Zu viele „No-Shows“

Nach Kritik am deutschen Kontrollsystem wehrt sich die Nationale Anti-Doping-Agentur gegen die Vorwürfe

Selbst die ARD hat mittlerweile verstanden, dass es sich beim Thema Doping nicht um eine Marginalie handelt. Verbannte sie in der Hochphase der Tour-Berichterstattung noch so manch kritischen Bericht aus ihrem Sportprogramm, so soll nun sogar eine Doping-Fachredaktion beim WDR eingerichtet werden. Ab Februar soll sie arbeiten. Gestern hievte die ARD mit der Dokumentation „Mission: Sauberer Sport – Doping-Fahnder im Einsatz“ des Autorenduos Jo Goll und Hajo Seppelt einen Schwerpunkt zum Thema ins Abendprogramm. Fazit der Rechercheure: „Die erheblichen Lücken in der Dopingbekämpfung lassen nur einen Schluss zu: Das deutsche Kontrollsystem ist nicht besser als in anderen Ländern – es ist reformbedürftig.“

Es ging den Autoren hauptsächlich um die so genannten No-Shows, also um die bei Trainingskontrollen nicht angetroffenen – und offenbar nicht bestraften – Athleten. Bei 400 soll die Zahl der No-Shows in diesem Jahr gelegen haben. Diese Neuigkeit verbreitet der Film, der Rest ist bekannt. Dass es Lücken im Kontrollsystem gibt, hat der Geschäftsführer der Nationalen Antidopingagentur (Nada), Roland Augustin, bereits in der taz vom 11. November 2006 zugegeben: „Die Abwesenheit bei Trainingskontrollen ist im Wada-Code ein sehr weicher Punkt, auch was die Bestrafung angeht. Wenn ein Athlet nicht anzutreffen ist, muss dieser Vorgang nachgearbeitet werden. Es ist nicht automatisch so, dass ein nicht angetroffener Athlet einen Missed Test bekommt. Wir gehen alle Schritte noch einmal durch. Wir müssen auch die Aussagen des Kontrolleurs überprüfen. Bei einem Missed Test muss man sich wirklich reinknien.“ Wird ein Nichtantreffen als Missed Test gewertet, ist das gleichbedeutend mit einem positiven Dopingtest; der Sportler muss mit einer Sperre rechnen.

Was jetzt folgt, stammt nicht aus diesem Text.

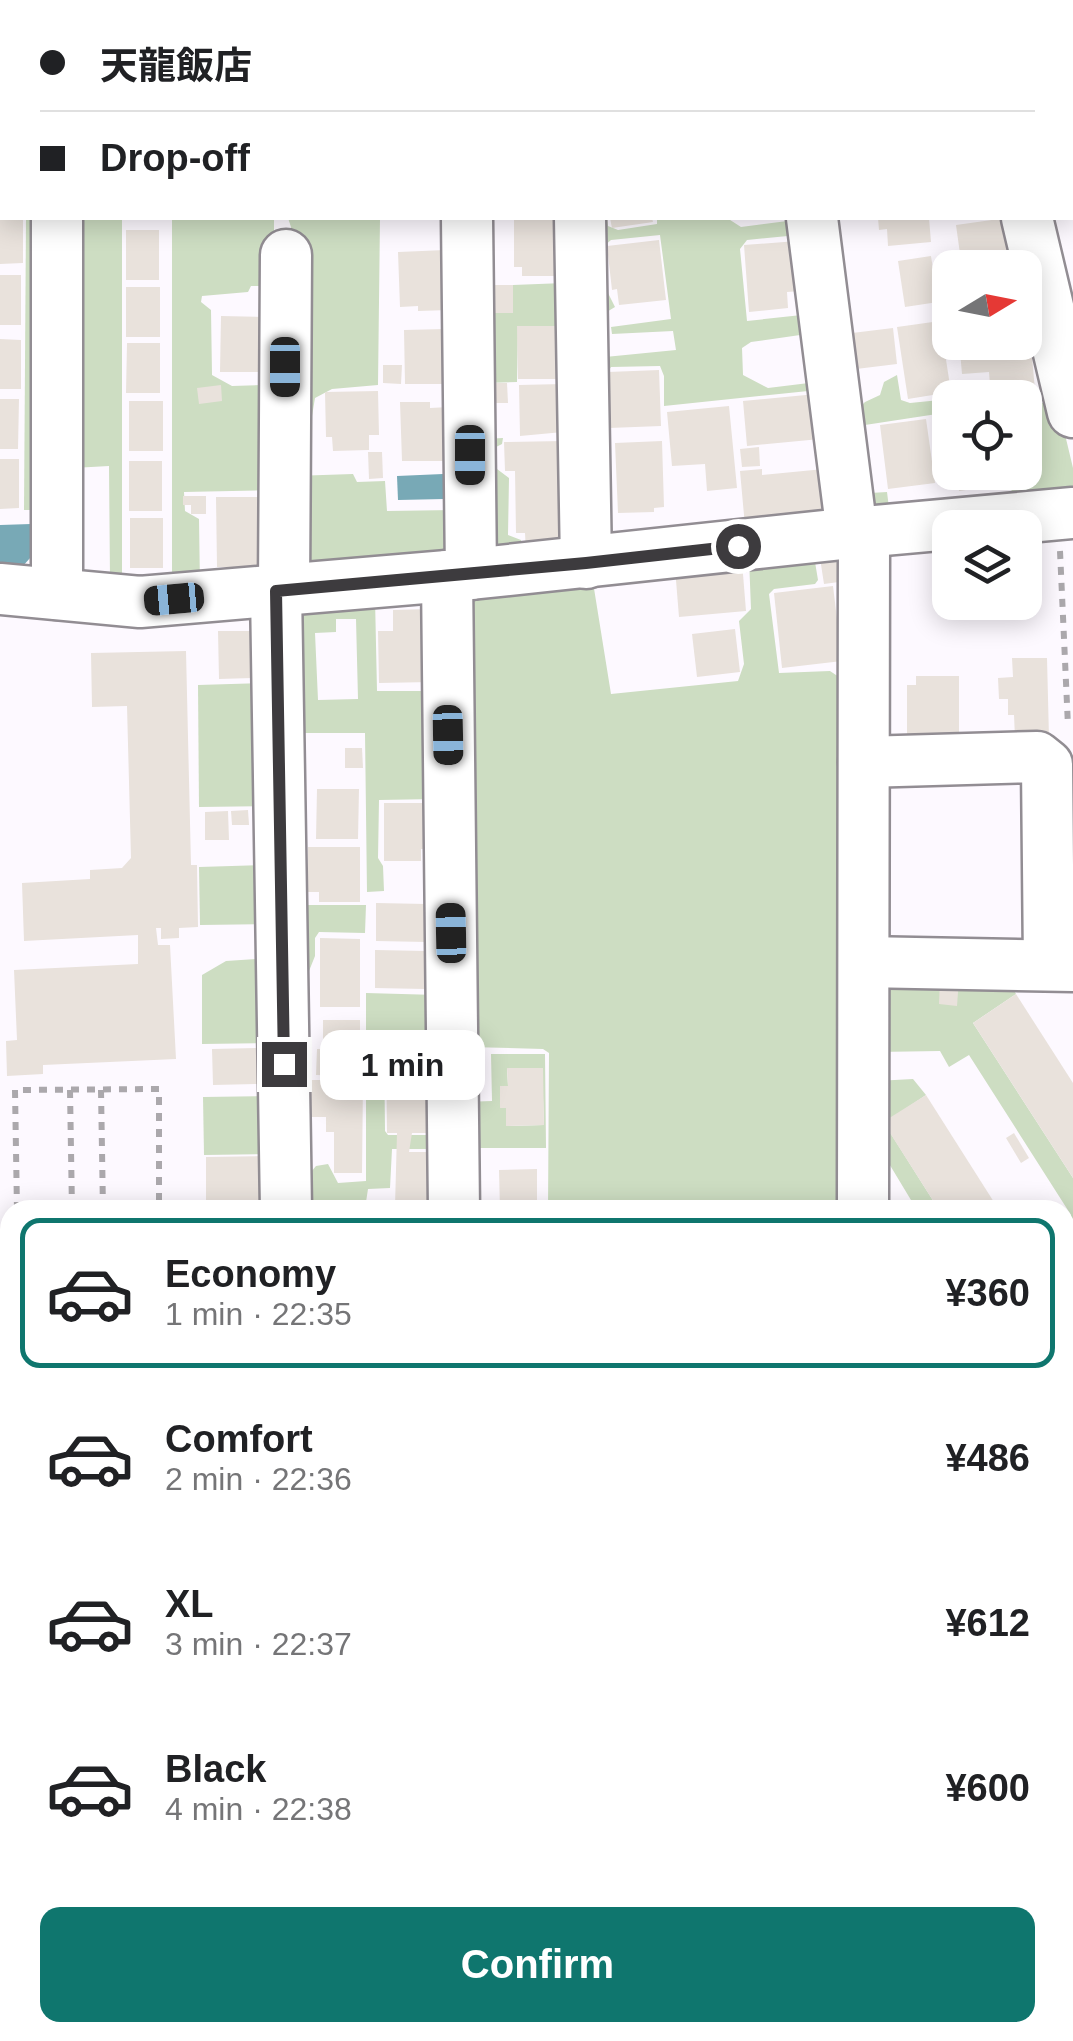 <!DOCTYPE html>
<meta charset="utf-8">
<style>
body{margin:0;font-family:Arial,"Noto Sans JP",sans-serif;background:#f2f2f2;color:#202124;height:100vh;display:flex;flex-direction:column;font-size:38px;white-space:nowrap}
*{box-sizing:border-box;margin:0}
p{font-size:32px;color:#757577}
.icon{flex:none;width:55px;height:55px;fill:none;stroke:currentColor;stroke-width:2;stroke-linecap:round;stroke-linejoin:round}
.map{position:relative;flex:1;overflow:hidden}
.side{position:absolute;left:0px;top:1200px;width:1075px;height:842px;display:flex;flex-direction:column;background:#fff;border-radius:30px 30px 0 0;box-shadow:0 5px 25px #0003}
.side>*{flex:none}
.top-card{position:absolute;left:0px;top:0px;width:1075px;height:220px;box-shadow:0 5px 25px #0003;display:grid;align-content:center;height:220px;padding:0 40px;background:#fff}
.needle{width:65px;rotate:80deg}
.buttons{position:absolute;left:932px;top:250px;display:grid;gap:20px}
.buttons a{display:grid;place-items:center;width:110px;height:110px;border-radius:20px;background:#fff;box-shadow:0 5px 25px #0003;font-size:50px}
.end{position:absolute;width:45px;height:45px;margin:-22px;border:12px solid #3d3b3e;background:#fff;box-shadow:0 0 0 5px #fff}
.from{border-radius:50%}
.bubble{position:absolute;height:70px;border-radius:20px;background:#fff;box-shadow:0 5px 25px #0003;font-size:32px;font-weight:700;line-height:70px;text-align:center}
.car{position:absolute;width:30px;height:60px;margin:-30px -15px;border-radius:12px;box-shadow:0 0 8px 2px #0007;background:linear-gradient(#222 24%,#8ab4d8 0 40%,#222 0 76%,#8ab4d8 0 86%,#222 0)}
.top-card b{display:flex;align-items:center;gap:35px;height:95px;font-size:38px}
.top-card b+b{border-top:2px solid #e0e0e0}
.top-card i{width:25px;height:25px;background:#202124}
ul{padding:18px 0 0;list-style:none}
li{display:flex;align-items:center;gap:30px;height:150px;margin:0 20px 15px;padding:0 20px;border:5px solid transparent;border-radius:20px}
li div{flex:1}
li b{display:block;font-size:38px}
li em{font-style:normal;font-weight:700}
li.on{border-color:#0f766e}
li>.icon{width:90px;height:90px;stroke-width:1.5}
.cta{display:flex;gap:20px;margin-top:auto;padding:20px 40px}
.cta a{flex:1;height:115px;border-radius:20px;background:#0f766e;color:#fff;font-size:40px;font-weight:700;line-height:115px;text-align:center}
.map>svg:first-child{display:block}
.green{fill:#cdddc2;fill-rule:evenodd}
.water{fill:#78a9b6}
.lines{fill:none;stroke-linecap:round;stroke-linejoin:round}
.stream{stroke:#78a9b6;stroke-width:10}
.building{fill:#e9e2dc}
.minor-casing{stroke:#928d93;stroke-width:55}
.path{stroke:#aba8ac;stroke-width:6;stroke-dasharray:8 8;stroke-linecap:butt}
.minor{stroke:#fff;stroke-width:50}
.route{stroke:#3d3b3e;stroke-width:12}
</style>
<div class="map">
<svg width="1073" height="2041" viewBox="0 0 1073 2041">
<rect width="100%" height="100%" fill="#fdf9ff"/>
<g class="green">
<polygon points="26,218 41,218 42,510 24,510"/>
<polygon points="72,218 122,218 122,579 110,579 109,466 73,468"/>
<polygon points="172,218 274,218 274,286 251,286 248,292 202,296 201,302 211,310 212,375 232,386 262,385 274,490 184,492 185,511 199,519 200,587 172,589"/>
<polygon points="288,218 380,218 378,385 332,389 315,398 307,446 290,440 291,227"/>
<polygon points="592,218 607,218 608,226 618,230 657,224 657,218 727,218 741,227 795,220 798,235 747,240 740,249 747,321 811,314 814,333 751,342 742,348 743,375 768,388 817,382 818,390 664,406 664,376 660,366 611,367 604,379 595,358 676,350 673,331 612,334 611,327 671,319 660,235 611,240 604,246 605,287 615,307 605,313"/>
<polygon points="564,283 563,326 518,326 517,382 485,383 483,313 513,312 513,285"/>
<polygon points="897,375 901,400 910,403 950,399 950,412 865,425 863,461 870,493 887,492 890,516 873,517 852,415 865,402 880,395 884,382"/>
<polygon points="1057,401 1073,468 1073,497 1014,507 1009,473 1025,472 1025,405"/>
<polygon points="503,438 502,444 496,447 497,469 509,478 508,535 521,540 521,557 495,559 484,439"/>
<polygon points="353,474 357,482 385,481 387,511 454,510 455,554 307,576 293,476"/>
<polygon points="813,550 818,580 815,584 774,589 769,594 779,673 830,671 848,683 847,1210 548,1210 549,1053 543,1049 469,1047 456,582 592,576 611,694 738,681 744,664 739,621 751,609 749,558"/>
<path d="M375 598 377 691H433L435 799 379 800 378 858 383 866 384 891 367 892 365 733H295L292 617 311 603ZM336 619H356L358 699 318 700 315 633 336 632Z"/>
<polygon points="264,683 266,806 199,807 198,685"/>
<polygon points="268,865 269,924 200,925 199,867"/>
<polygon points="293,905 366,905 365,933 319,932 315,938 315,956 303,986"/>
<polygon points="269,958 270,1043 202,1044 202,975 226,961"/>
<polygon points="877,971 1008,980 1016,994 973,1023 1073,1178 1073,1267 1065,1253 1065,1220 1071,1215 969,1055 949,1067 940,1051 877,1052"/>
<polygon points="366,993 437,995 436,1034 389,1034 384,1041 385,1131 388,1135 437,1135 437,1149 392,1149 390,1188 368,1189 366,1202 312,1203 311,1210 302,1210 302,1174 311,1172 316,1166 328,1164 338,1183 366,1181"/>
<path d="M491 1054H545L546 1148H464V1102L492 1101ZM542 1068 544 1125 507 1126 506 1108 500 1107V1087L508 1086 507 1069Z"/>
<polygon points="913,1079 926,1095 884,1123 939,1210 917,1210 876,1142 876,1081"/>
<polygon points="272,1096 272,1154 204,1155 203,1097"/>
<polygon points="1073,1300 1073,1717 1065,1716 1065,1301"/>
</g>
<g class="water">
<polygon points="443,474 444,499 398,500 397,476"/>
<polygon points="31,524 31,557 21,568 0,567 0,525"/>
</g>
<g class="lines">
<polyline class="stream" points="0,1549 10,1550"/>
</g>
<g class="building">
<polygon points="0,218 23,218 23,263 0,264"/>
<polygon points="514,218 562,218 561,276 522,276 522,267 514,267"/>
<polygon points="610,218 652,218 653,222 612,228"/>
<polygon points="878,218 929,218 931,242 888,246 887,229 879,230"/>
<polygon points="1006,218 1012,268 962,268 956,225"/>
<rect x="126" y="230" width="33" height="50"/>
<polygon points="659,240 666,300 619,305 617,289 612,290 607,246"/>
<polygon points="797,241 801,291 787,292 788,308 749,312 744,245"/>
<polygon points="446,250 449,310 418,311 418,306 400,307 398,252"/>
<polygon points="931,256 938,302 905,307 898,261"/>
<rect x="0" y="275" width="21" height="50"/>
<polygon points="484,285 513,285 513,313 483,313"/>
<rect x="126" y="287" width="34" height="50"/>
<polygon points="221,316 265,317 265,372 220,372"/>
<polygon points="940,321 951,392 908,399 897,327"/>
<polygon points="517,326 561,326 561,379 518,379"/>
<polygon points="893,328 897,364 848,370 844,334"/>
<polygon points="445,329 446,384 405,384 404,330"/>
<polygon points="0,339 21,340 21,389 0,389"/>
<polygon points="127,343 160,343 160,393 126,393"/>
<polygon points="1031,346 1036,401 991,398 989,372 962,374 960,351"/>
<polygon points="383,365 402,365 401,384 383,383"/>
<polygon points="659,370 661,426 609,428 609,417 603,417 601,383 609,382 608,372"/>
<polygon points="485,383 507,383 508,403 485,403"/>
<polygon points="563,384 563,432 520,436 519,385"/>
<polygon points="221,385 222,401 199,404 197,388"/>
<polygon points="378,391 379,435 369,435 369,450 333,451 332,437 326,437 325,392"/>
<polygon points="816,394 820,439 747,446 743,401"/>
<polygon points="0,399 19,399 18,449 0,449"/>
<rect x="129" y="401" width="34" height="50"/>
<polygon points="400,402 430,402 430,408 449,407 449,461 402,461"/>
<polygon points="729,406 737,488 707,491 705,464 672,466 667,412"/>
<polygon points="926,419 935,483 888,489 880,425"/>
<polygon points="563,441 565,552 526,552 525,533 516,533 515,471 505,471 504,442"/>
<polygon points="662,441 664,507 654,508 654,512 618,513 615,443"/>
<polygon points="759,447 760,466 742,467 740,449"/>
<polygon points="368,452 382,452 383,478 369,479"/>
<polygon points="0,459 19,459 19,508 0,509"/>
<rect x="129" y="461" width="33" height="50"/>
<polygon points="762,469 762,475 824,469 829,517 745,526 740,471"/>
<polygon points="957,472 1006,472 1008,484 959,491"/>
<polygon points="183,496 206,496 206,514 191,514 191,505 183,505"/>
<polygon points="216,497 263,497 263,567 217,567"/>
<rect x="130" y="518" width="33" height="50"/>
<polygon points="842,554 846,581 824,584 820,558"/>
<polygon points="1025,556 1039,556 1039,611 970,611 970,602 1025,602"/>
<polygon points="742,562 746,611 679,617 675,568"/>
<polygon points="833,586 842,661 782,668 774,593"/>
<polygon points="430,609 431,682 379,683 378,631 393,631 393,610"/>
<polygon points="735,629 740,672 697,677 692,634"/>
<polygon points="218,631 252,631 252,678 219,679"/>
<polygon points="186,651 191,865 197,865 198,927 179,928 179,938 161,939 161,928 156,928 158,945 170,945 176,1059 43,1065 43,1074 7,1076 6,1041 17,1040 14,970 138,964 138,935 24,941 22,883 90,879 90,870 122,868 131,858 127,706 92,707 91,653"/>
<polygon points="1012,658 1047,658 1049,738 1015,738 1014,715 1008,715 1008,699 999,699 998,678 1013,677"/>
<polygon points="916,676 959,676 959,746 907,737 907,685 916,685"/>
<polygon points="345,748 362,748 363,768 345,768"/>
<polygon points="317,789 359,789 358,839 316,839"/>
<polygon points="384,803 431,803 431,849 421,849 421,861 384,861"/>
<polygon points="248,810 249,825 232,825 231,811"/>
<polygon points="228,811 229,840 205,840 205,812"/>
<polygon points="308,847 360,847 360,902 319,902 319,892 308,892"/>
<polygon points="376,903 427,904 427,942 376,941"/>
<polygon points="320,938 360,939 360,1007 320,1007"/>
<polygon points="375,950 426,951 425,989 375,988"/>
<polygon points="940,978 959,979 957,1006 939,1004"/>
<polygon points="1016,994 1073,1083 1073,1178 973,1023"/>
<polygon points="323,1020 360,1020 360,1076 316,1075 317,1049 323,1049"/>
<polygon points="386,1038 436,1038 436,1133 412,1133 409,1152 431,1152 432,1206 395,1206 397,1133 387,1133"/>
<polygon points="257,1048 258,1084 213,1085 212,1049"/>
<polygon points="507,1068 543,1068 544,1125 506,1126 506,1108 500,1108 500,1086 508,1086"/>
<polygon points="310,1080 363,1080 362,1173 334,1173 334,1132 326,1132 326,1117 309,1117"/>
<polygon points="926,1095 999,1210 939,1210 883,1122"/>
<polygon points="1014,1133 1029,1158 1021,1163 1006,1138"/>
<polygon points="265,1156 275,1208 206,1210 206,1157"/>
<polygon points="537,1169 537,1210 500,1210 499,1170"/>
<polygon points="0,1680 10,1683 10,1709 0,1707"/>
<polygon points="1067,1750 1073,1751 1073,1817 1065,1815"/>
<polygon points="0,1811 10,1814 10,1832 1,1865"/>
<polygon points="381,2032 434,2032 431,2041 378,2041"/>
<polygon points="467,2032 503,2032 528,2040 464,2041"/>
<polygon points="551,2032 591,2032 589,2041 568,2041 550,2036"/>
<polygon points="623,2032 663,2032 660,2041 620,2041"/>
<polygon points="695,2032 738,2032 735,2041 693,2041"/>
<polygon points="893,2032 946,2032 944,2041 891,2041"/>
</g>
<g class="lines">
<g class="minor-casing">
<g id="minor">
<polyline points="465,0 465,2"/>
<polyline points="93,2 97,0"/>
<polyline points="0,61 2,59"/>
<polyline points="467,218 471,574"/>
<polyline points="580,218 586,563"/>
<polyline points="812,218 852,533"/>
<polyline points="1027,218 1073,412"/>
<polyline points="447,576 454,1210"/>
<polyline points="0,589 140,602 471,574 852,533 1073,513"/>
<polyline points="284,590 286,255"/>
<polyline points="276,591 286,1210"/>
<polyline points="57,594 57,218"/>
<polyline points="864,762 1037,757 1047,765 1049,965"/>
<polyline points="864,962 1073,966"/>
<polyline points="863,1210 864,532"/>
<polyline points="1065,1284 1073,1283"/>
<polyline points="0,1656 10,1658"/>
<polyline points="198,2032 228,2041"/>
<polyline points="61,2041 64,2032"/>
<polyline points="773,2041 775,2032"/>
<polyline points="958,2041 961,2032"/>
</g>
</g>
<g class="path">
<polyline points="783,0 783,2"/>
<polyline points="1060,551 1068,726"/>
<polyline points="70,1090 72,1210"/>
<polyline points="101,1090 103,1210"/>
<polyline points="17,1210 15,1090 159,1089 159,1210"/>
<polyline points="1065,1427 1073,1426"/>
<polyline points="1065,1682 1073,1681"/>
</g>
<use href="#minor" class="minor"/>
</g>
<g class="lines">
<polyline class="route" points="284,1064 276,591 586,563 738,546"/>
</g>
</svg>
<div class="buttons">
<a><svg class="needle" viewBox="-14 -14 28 28"><path d="M0-13l5 13h-10z" fill="#e53935"/><path d="M0 13l5-13h-10z" fill="#757577"/></svg></a>
<a><svg class="icon" aria-label="locate" viewBox="0 0 24 24"><circle cx="12" cy="12" r="6"/><path d="M12 2v4M12 18v4M2 12h4M18 12h4"/></svg></a>
<a><svg class="icon" aria-label="layers" viewBox="0 0 24 24"><path d="M12 4l9 5-9 5-9-5zM3 14l9 5 9-5"/></svg></a>
</div>
<i class="end from" style="left:738px;top:546px"></i>
<i class="end" style="left:284px;top:1064px"></i>
<div class="bubble" style="left:320px;top:1030px;width:165px">1 min</div>
<i class="car" style="left:285px;top:367px;rotate:180deg"></i>
<i class="car" style="left:470px;top:455px;rotate:180deg"></i>
<i class="car" style="left:174px;top:599px;rotate:265deg"></i>
<i class="car" style="left:448px;top:735px;rotate:179deg"></i>
<i class="car" style="left:451px;top:933px;rotate:359deg"></i>
<div class="top-card">
<b><i class="from"></i>天龍飯店</b>
<b><i></i>Drop-off</b>
</div>
<section class="side">
<ul>
<li class="on"><svg class="icon" aria-label="car" viewBox="0 0 24 24"><path d="M5 17H2v-5l4-1 3-4h7l3 4 3 1v5h-3M9 17h6M6 11h13"/><circle cx="7" cy="17" r="2"/><circle cx="17" cy="17" r="2"/></svg><div><b>Economy</b><p>1 min · 22:35</p></div><em>¥360</em></li>
<li><svg class="icon" aria-label="car" viewBox="0 0 24 24"><path d="M5 17H2v-5l4-1 3-4h7l3 4 3 1v5h-3M9 17h6M6 11h13"/><circle cx="7" cy="17" r="2"/><circle cx="17" cy="17" r="2"/></svg><div><b>Comfort</b><p>2 min · 22:36</p></div><em>¥486</em></li>
<li><svg class="icon" aria-label="car" viewBox="0 0 24 24"><path d="M5 17H2v-5l4-1 3-4h7l3 4 3 1v5h-3M9 17h6M6 11h13"/><circle cx="7" cy="17" r="2"/><circle cx="17" cy="17" r="2"/></svg><div><b>XL</b><p>3 min · 22:37</p></div><em>¥612</em></li>
<li><svg class="icon" aria-label="car" viewBox="0 0 24 24"><path d="M5 17H2v-5l4-1 3-4h7l3 4 3 1v5h-3M9 17h6M6 11h13"/><circle cx="7" cy="17" r="2"/><circle cx="17" cy="17" r="2"/></svg><div><b>Black</b><p>4 min · 22:38</p></div><em>¥600</em></li>
</ul>
<div class="cta"><a>Confirm</a></div>
</section>
</div>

Über die ARD-Dokumentation sagte er gestern: „Dies sind Spekulationen. Wir werden diese Zahlen, Rankings und Listen nicht bestätigen, sie sind von uns auch nicht autorisiert.“ Unabhängig davon, ob diese Zahl den Tatsachen entspreche, sei sie „nicht erschreckend“. Mit einer breiten Datenerfassung per Internet will die Nada die Zahl der No-Shows nun reduzieren. Aber das System ist relativ neu, und nicht jeder Kaderathlet speist seine Daten regelmäßig und wahrheitsgetreu ein.

Weil die Zahl der Fälle, in denen Sportler und Kontrolleur nicht zueinanderfinden, alarmierend hoch ist, hat nun der Deutsche Olympische Sportbund (DOSB) auf den Film reagiert: Er hat die Nada-Verantwortlichen zum Rapport bestellt und eine Presseerklärung verfasst. Generaldirektor Michael Vesper: „Sollten sich die darin [im Film; d. Red.] behaupteten Mängel im Umgang mit nicht angetroffenen Sportler/innen bestätigen, ist die Nada aufgerufen, sie sofort zu beseitigen. Der DOSB hat seinen Zuschuss an die Nada für 2007 verdoppelt, um deren Arbeit im Bereich der Trainingskontrollen verstärkt zu unterstützen.“ Salopp gesagt: Die vom Sportbund alimentierte Nada möge endlich zu Potte kommen und die No-Shows in den Griff bekommen. Auch DOSB-Chef Thomas Bach forderte gestern eine Untersuchung. Geklärt werden müsse, ob es bei der Nada oder bei den Sportfachverbänden administrative Schwachstellen gebe.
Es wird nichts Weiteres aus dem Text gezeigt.